WITH
the appearance of the specifically modern type of humanity there suddenly comes into existence a really unique situation, as a result of the twofold work of destruction which now begins to go forward. For the first time there arises the tremendous danger of a collective annihilation of religion, both of the natural religion of the ancients and of the natural-supernatural religion of medieval Christianity. We are not in a position to appreciate quite clearly the significance of that terrible howling of the wolf-man who appears at the end of this long process of development. […] Mankind’s fall from the lofty spiritual heights of the Middle Ages must be in another category altogether from that of the ancients, for their religious level was, after all, but a natural one. The howling of the wolf that we hear today is, therefore, the distinctive cry for help uttered by the man who feels by instinct that he has lost both the classical and the Christian piety, the cry for help of a man who, as a metaphysical being, now feels himself really cheated out of the ultimate reason for his existence. It is the cry of the man, now self-dishonored and spiritually bankrupt, who may perhaps rapturously await the approach of a new revelation, but who, after the absolute revelation of Christianity, will await it in vain. In this way he may come to feel that unless he himself returns to the Christian message, the universal defeat of the human spirit will draw appreciably near. And in all this is to be found the element of metaphysical terror which is voiced in his very cry of distress. For that cry is itself a self-manifestation of the metaphysical depths which exist even in this man who is spiritually bankrupt; and the irony of it is that such a man is always incapable of interpreting this unconscious metaphysical manifestation of his own being in the one and only sense in which it is susceptible of interpretation. Here we find verified, almost literally, the profound ideas which, in 1849, in his work,
Sickness unto Death, Kierkegaard propounded to the entire nineteenth century, as in a single great sermon after the manner of Savonarola. We can, indeed, truly say that the crisis of the spiritual sickness is reached when the dying man no longer recognizes himself as moribund. It is the point where the paroxysm of fever turns, as it were, into spiritual delirium.

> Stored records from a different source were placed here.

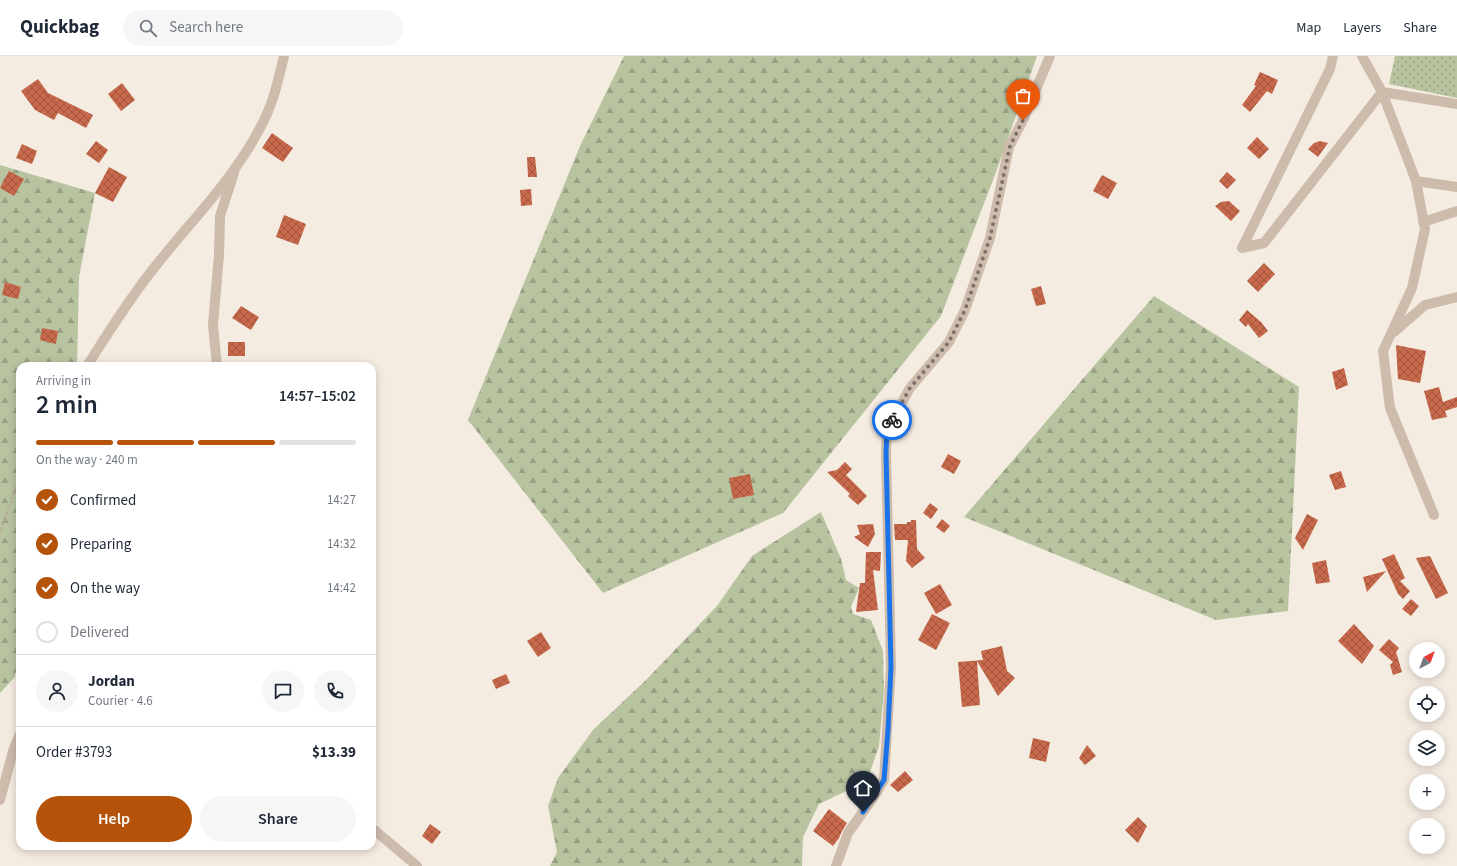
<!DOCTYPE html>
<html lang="en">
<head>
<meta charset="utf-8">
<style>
  :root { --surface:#fff; --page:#f6f6f7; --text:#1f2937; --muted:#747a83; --line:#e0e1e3; --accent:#b45309 }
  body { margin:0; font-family:"Source Sans 3",sans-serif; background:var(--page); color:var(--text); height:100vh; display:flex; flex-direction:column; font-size:15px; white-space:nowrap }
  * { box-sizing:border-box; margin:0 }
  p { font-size:13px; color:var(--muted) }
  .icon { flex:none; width:22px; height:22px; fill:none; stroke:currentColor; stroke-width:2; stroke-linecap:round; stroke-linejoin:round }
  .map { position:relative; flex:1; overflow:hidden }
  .details { position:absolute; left:16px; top:306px; width:360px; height:488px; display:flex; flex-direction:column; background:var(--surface); border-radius:12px; box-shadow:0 2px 10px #0003 }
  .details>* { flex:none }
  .needle { width:26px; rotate:41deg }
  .fabs { position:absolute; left:1409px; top:586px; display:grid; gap:8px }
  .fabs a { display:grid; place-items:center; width:36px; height:36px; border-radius:50%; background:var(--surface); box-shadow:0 2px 10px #0003; font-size:20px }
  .pin { position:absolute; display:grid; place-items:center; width:34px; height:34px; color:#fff; margin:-41px -17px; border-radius:50% 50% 50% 0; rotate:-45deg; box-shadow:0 0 4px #0007 }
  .pin .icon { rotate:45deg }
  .courier { position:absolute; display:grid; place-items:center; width:40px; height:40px; margin:-20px; border:3px solid #1a73e8; border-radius:50%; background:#fff; color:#222; box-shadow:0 1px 5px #0007 }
  .summary em { font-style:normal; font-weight:600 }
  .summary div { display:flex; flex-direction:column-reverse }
  .summary { display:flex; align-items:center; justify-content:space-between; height:68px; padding:0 20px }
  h1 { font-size:26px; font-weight:600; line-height:30px }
  .bar { display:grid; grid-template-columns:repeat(4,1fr); gap:6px 4px; align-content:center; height:48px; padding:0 20px }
  .bar i { height:5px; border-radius:3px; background:var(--line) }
  .bar .active { background:var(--accent) }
  .bar p { grid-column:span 4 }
  .line { display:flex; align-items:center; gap:10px; padding:0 20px; border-top:1px solid var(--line) }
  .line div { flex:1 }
  .round { display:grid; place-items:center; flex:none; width:42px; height:42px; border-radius:21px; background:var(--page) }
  ol { padding:0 20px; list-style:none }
  li { display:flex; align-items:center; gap:12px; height:44px }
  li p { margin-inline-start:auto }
  li .icon { padding:4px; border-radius:50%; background:var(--accent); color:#fff; stroke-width:4 }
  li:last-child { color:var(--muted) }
  li i { width:22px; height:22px; border:2px solid var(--line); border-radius:50% }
  .cta { display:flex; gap:8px; margin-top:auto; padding:8px 20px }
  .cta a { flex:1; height:46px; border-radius:24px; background:var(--accent); color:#fff; font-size:16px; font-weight:600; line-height:46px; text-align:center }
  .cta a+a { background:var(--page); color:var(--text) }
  header { display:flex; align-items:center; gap:24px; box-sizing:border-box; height:56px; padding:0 20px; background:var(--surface); border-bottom:1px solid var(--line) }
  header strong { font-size:19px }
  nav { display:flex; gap:22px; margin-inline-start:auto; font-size:14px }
  .search { width:280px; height:36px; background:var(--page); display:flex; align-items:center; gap:10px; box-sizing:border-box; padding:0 14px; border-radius:22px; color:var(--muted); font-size:15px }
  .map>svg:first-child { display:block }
  .grass { fill:url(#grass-dots) }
  .forest { fill:url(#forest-firs) }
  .building { fill:url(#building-cross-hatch) }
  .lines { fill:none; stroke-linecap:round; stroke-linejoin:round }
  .path { stroke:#b9a596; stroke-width:2; stroke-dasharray:2 2; stroke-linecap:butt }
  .minor { stroke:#cdbbac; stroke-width:10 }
  .done { stroke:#7c716b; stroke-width:4; stroke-dasharray:0 7.2 }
  .route { stroke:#1a73e8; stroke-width:5 }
</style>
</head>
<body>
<header>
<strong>Quickbag</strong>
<div class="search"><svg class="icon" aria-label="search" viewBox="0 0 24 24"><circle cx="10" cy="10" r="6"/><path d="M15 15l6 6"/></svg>Search here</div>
<nav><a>Map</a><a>Layers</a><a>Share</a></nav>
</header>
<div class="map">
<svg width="1457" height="810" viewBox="0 0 1457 810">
  <defs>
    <pattern id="grass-dots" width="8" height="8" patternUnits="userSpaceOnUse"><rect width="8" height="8" fill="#b8c4a0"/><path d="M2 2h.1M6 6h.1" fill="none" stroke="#97a083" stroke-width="1.8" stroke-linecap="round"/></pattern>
    <pattern id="forest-firs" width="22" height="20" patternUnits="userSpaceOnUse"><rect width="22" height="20" fill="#b8c4a0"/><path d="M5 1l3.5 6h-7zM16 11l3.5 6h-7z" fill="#97a083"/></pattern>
    <pattern id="building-cross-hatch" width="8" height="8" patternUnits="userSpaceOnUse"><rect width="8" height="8" fill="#c8694b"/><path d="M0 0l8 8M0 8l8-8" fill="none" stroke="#a4573f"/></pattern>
  </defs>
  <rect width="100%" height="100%" fill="#f4ebe1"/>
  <!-- grass -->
  <path class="grass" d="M1395 0H1457V42L1389 28Z"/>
  <!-- forest -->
  <path class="forest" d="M624 0H1037L996 116 941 260 783 457 603 537 468 364 580 90Z
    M0 109 95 137 79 221 77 310H20V592L15 621 0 637Z
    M1154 240 1299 331 1288 555 1216 564 964 461Z
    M821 456 841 503 846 524 859 532 851 551 853 558 871 564 883 595 884 634 879 690 867 725 819 748 803 781 802 810H550L557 796 548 750 558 722 593 674 647 623 717 550 752 500Z"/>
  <!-- building -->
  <path class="building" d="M1260 16 1278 24 1272 38 1267 35 1250 56 1242 49 1256 30 1254 29Z
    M38 23 48 37 93 59 86 72 58 57 54 64 35 54 21 35Z
    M122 27 135 44 121 55 108 38Z
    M272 77 293 92 283 106 262 92Z
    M1257 81 1269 93 1259 103 1247 92Z
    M96 85 108 94 99 107 86 98Z
    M1320 85 1328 87 1318 101 1308 93 1314 87Z
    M22 88 37 95 32 108 16 102Z
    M527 101H535L537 121H528Z
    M109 111 127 121 113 146 95 137Z
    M9 115 24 123 14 140 0 132Z
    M1227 116 1236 124 1227 133 1219 125Z
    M1102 119 1117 127 1108 143 1093 135Z
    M531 133 532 149 521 150 520 134Z
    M1229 145 1240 155 1231 165 1215 150 1221 146Z
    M284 159 306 168 298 189 276 181Z
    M1264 207 1275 218 1258 236 1247 225Z
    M5 226 21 231 18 243 2 239Z
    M1041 230 1046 248 1036 250 1031 233Z
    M241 250 259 261 251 274 232 262Z
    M1247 254 1261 266 1268 275 1259 282 1248 268 1246 271 1239 264Z
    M42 272 58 275 56 288 40 284Z
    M228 286H245V300H228Z
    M1396 289 1426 295 1420 327 1398 323Z
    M1344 312 1348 329 1336 334 1332 316Z
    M1439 331 1443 346 1457 341V351L1445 355 1447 361 1432 364 1424 335Z
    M948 398 961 405 954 418 941 411Z
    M845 406 852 413 846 419 867 440 858 449 848 440 850 438 827 416 837 414Z
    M1341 415 1346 431 1335 434 1329 419Z
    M750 418 754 439 733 443 729 422Z
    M930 447 938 453 931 463 923 457Z
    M1307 458 1318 464 1303 494 1295 482Z
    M942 463 950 470 944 477 936 471Z
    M911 464H916L917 493 925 502 912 512 906 505 908 484H895L894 468H907V466H911Z
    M873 468 875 478 868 491 854 481 860 478 857 469Z
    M866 496H881L880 515 873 514 878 554 856 556 860 527H865Z
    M1394 498 1405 522 1400 525 1410 535 1403 543 1398 538 1382 503Z
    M1430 500 1448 537 1436 543 1416 502Z
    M1326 504 1330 526 1316 528 1312 507Z
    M1386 515 1367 536 1363 521Z
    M940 528 952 549 936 558 924 537Z
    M1411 543 1419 550 1411 560 1402 553Z
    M932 558 950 567 936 594 918 584Z
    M1354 568 1374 590 1362 608 1338 585Z
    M541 576 551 592 538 601 527 585Z
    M1389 583 1399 592 1396 596 1402 616 1393 619 1390 609 1393 606 1379 594Z
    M1002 590 1007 615 1015 622 998 640 977 605 980 649 962 651 958 606 983 604 981 595Z
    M506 618 510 627 496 633 492 624Z
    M1033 682 1050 686 1046 706 1029 702Z
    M1087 689 1096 700 1085 709 1079 702Z
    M905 715 913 724 898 736 890 729Z
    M829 753 847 767 842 775 839 782 833 790 813 775Z
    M1138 761 1147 770 1138 787 1125 774Z
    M430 768 441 776 432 788 422 780Z"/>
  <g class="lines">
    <!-- path -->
    <path class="path" d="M0 477 20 419"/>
    <!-- minor -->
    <path class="minor" d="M1333 0 1330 13 1242 192 1264 187 1382 36 1457 48
      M1362 0 1382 36 1416 125 1425 173 1412 232 1383 295 1390 352 1434 459
      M1416 125 1457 131
      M1423 166 1457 155
      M1394 276 1425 249 1457 241
      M87 310C108 277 129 243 154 212 190 166 233 124 260 72 273 49 278 25 284 0
      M217 310 213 269 219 199 220 160 234 117
      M0 744 13 695 20 678
      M372 772 417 810
      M836 810 848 777 870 746 884 724 891 611 886 397 887 373 910 332 949 286 965 254 990 182 1009 91 1023 64 1050 0"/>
  </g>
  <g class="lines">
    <!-- done -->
    <path class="done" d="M892 364 910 332 949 286 965 254 990 182 1010 90 1023 64"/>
    <!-- route -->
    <path class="route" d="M863 756 884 724 888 674 891 611 886 397 887 373 892 364"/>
  </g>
</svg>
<div class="fabs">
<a><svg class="needle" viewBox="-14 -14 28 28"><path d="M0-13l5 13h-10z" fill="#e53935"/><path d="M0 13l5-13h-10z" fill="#747a83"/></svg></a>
<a><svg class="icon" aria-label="locate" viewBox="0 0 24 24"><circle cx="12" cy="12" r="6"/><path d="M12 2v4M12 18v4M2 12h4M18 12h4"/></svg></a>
<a><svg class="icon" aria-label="layers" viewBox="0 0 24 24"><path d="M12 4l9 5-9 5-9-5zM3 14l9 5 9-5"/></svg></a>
<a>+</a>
<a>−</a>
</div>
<div class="pin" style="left:1023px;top:64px;background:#ea580c"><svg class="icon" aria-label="bag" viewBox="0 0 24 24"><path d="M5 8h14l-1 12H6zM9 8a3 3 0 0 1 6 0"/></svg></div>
<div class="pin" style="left:863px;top:756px;background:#1f2937"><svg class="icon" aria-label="home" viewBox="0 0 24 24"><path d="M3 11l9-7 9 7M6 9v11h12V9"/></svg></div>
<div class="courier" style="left:892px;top:364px"><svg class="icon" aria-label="bike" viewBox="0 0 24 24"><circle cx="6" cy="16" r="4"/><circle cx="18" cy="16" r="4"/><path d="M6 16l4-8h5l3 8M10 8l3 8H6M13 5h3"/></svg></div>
<section class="details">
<div class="summary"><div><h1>2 min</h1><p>Arriving in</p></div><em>14:57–15:02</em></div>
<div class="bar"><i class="active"></i><i class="active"></i><i class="active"></i><i></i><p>On the way · 240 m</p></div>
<ol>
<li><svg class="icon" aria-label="check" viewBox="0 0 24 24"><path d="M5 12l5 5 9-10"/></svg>Confirmed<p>14:27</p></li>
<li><svg class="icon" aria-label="check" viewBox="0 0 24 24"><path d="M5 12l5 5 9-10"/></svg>Preparing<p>14:32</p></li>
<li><svg class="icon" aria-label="check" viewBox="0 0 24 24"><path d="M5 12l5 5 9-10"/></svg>On the way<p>14:42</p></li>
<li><i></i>Delivered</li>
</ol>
<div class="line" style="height:72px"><a class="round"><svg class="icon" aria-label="person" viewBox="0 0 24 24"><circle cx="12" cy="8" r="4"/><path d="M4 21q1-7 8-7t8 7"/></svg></a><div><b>Jordan</b><p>Courier · 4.6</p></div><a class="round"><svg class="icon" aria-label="chat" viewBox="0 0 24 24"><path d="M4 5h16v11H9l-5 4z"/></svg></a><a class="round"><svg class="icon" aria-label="phone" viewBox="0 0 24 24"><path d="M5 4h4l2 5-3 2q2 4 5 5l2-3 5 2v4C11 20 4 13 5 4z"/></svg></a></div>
<div class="line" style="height:52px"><div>Order #3793</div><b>$13.39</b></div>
<div class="cta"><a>Help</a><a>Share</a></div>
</section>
</div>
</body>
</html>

Three distinct phases of this peculiarly modern development of humanity must now be distinguished. In the first of these the supernatural idea of God gradually grows dim, and slowly but surely the supernatural order of life fades from the field of vision. This process extends from the beginning of the Renaissance to the Deism of the eighteenth century. The second phase is the comparatively short interlude formed by the German idealism of Goethe’s day. We ourselves are in the final phase. This evolves a positivist and historicist humanism and ends with the total uprooting of man.
It should be borne carefully in mind that it is during the course of the first phase – during the development, that is, from the Renaissance to Deism – that the really decisive crises occur. That is because it is during this period that the destruction of the religious unity of the Middle Ages is accomplished. This fact is usually ignored, because at that time, in spite of the inner decadence, an astonishingly high level of culture was attained, while the fruits of decomposition did not become apparent in any way until the second, nor fully until the final phase. […]
Perhaps the feature that characterizes the first phase of the modern spirit, extending from the Renaissance to the development of Deism, is the definitive substitution for the life of faith of a life that finds its end in secular culture as such. Whereas, in the best periods of the Middle Ages and of antiquity, the cultural achievement is, so to speak, the automatic result of a life steeped in the liturgical consecration of religion – natural in antiquity, natural-supernatural in the Middle Ages – at this point the center of gravity is suddenly and fatally shifted. The cultural achievement becomes the primary consideration, the sanctity of religious fellowship and the life of faith of secondary importance. […]
However the man of the Renaissance may have pictured to himself his increased delight in secular culture as a return to antiquity, he failed to perceive that in reality he took only a connoisseur’s interest in the fragrance and bloom of the old civilization and had little understanding for that fundamental piety from which the fair fruit of human culture had sprung. […]
The final dilution of the inherited faith of antiquity and Christianity is represented by the fourth type of man, in the second phase of secularization. It is the humanism of Goethe and his age. Again there is talk of a resuscitation of antiquity. And what is actually attained is but the last remnant of the faith that still survived from that idealism of the reason, itself little better than a ghost, which had characterized the Enlightenment. It is true that at times Goethe’s work breathes something of that delicate perfume which marks the Catholicism of the Rhineland. But, when we look more closely into it, we see that it is merely a pleasing play with aesthetic categories; the tremendous, supernatural substance is lost; we are but faintly reminded of the metaphysical depth from which once sprang as a serious reality the life of an entire age. […]
Now appears before us the fifth type of humanity, the completely uprooted civilized man of the closing nineteenth and early twentieth centuries, who, with his ideal of a perfectly uniform and standardized internationalism, is preparing the destruction not only of Christianity but of human culture in general. It is man living a life in puris naturalibus, from whom every remnant not only of religion but of metaphysics also has been eliminated, and who, admitting nothing but the abstract law of Things, will recognize the religious convictions of mankind merely as natural phenomena witnessing only to the laws that have produced them.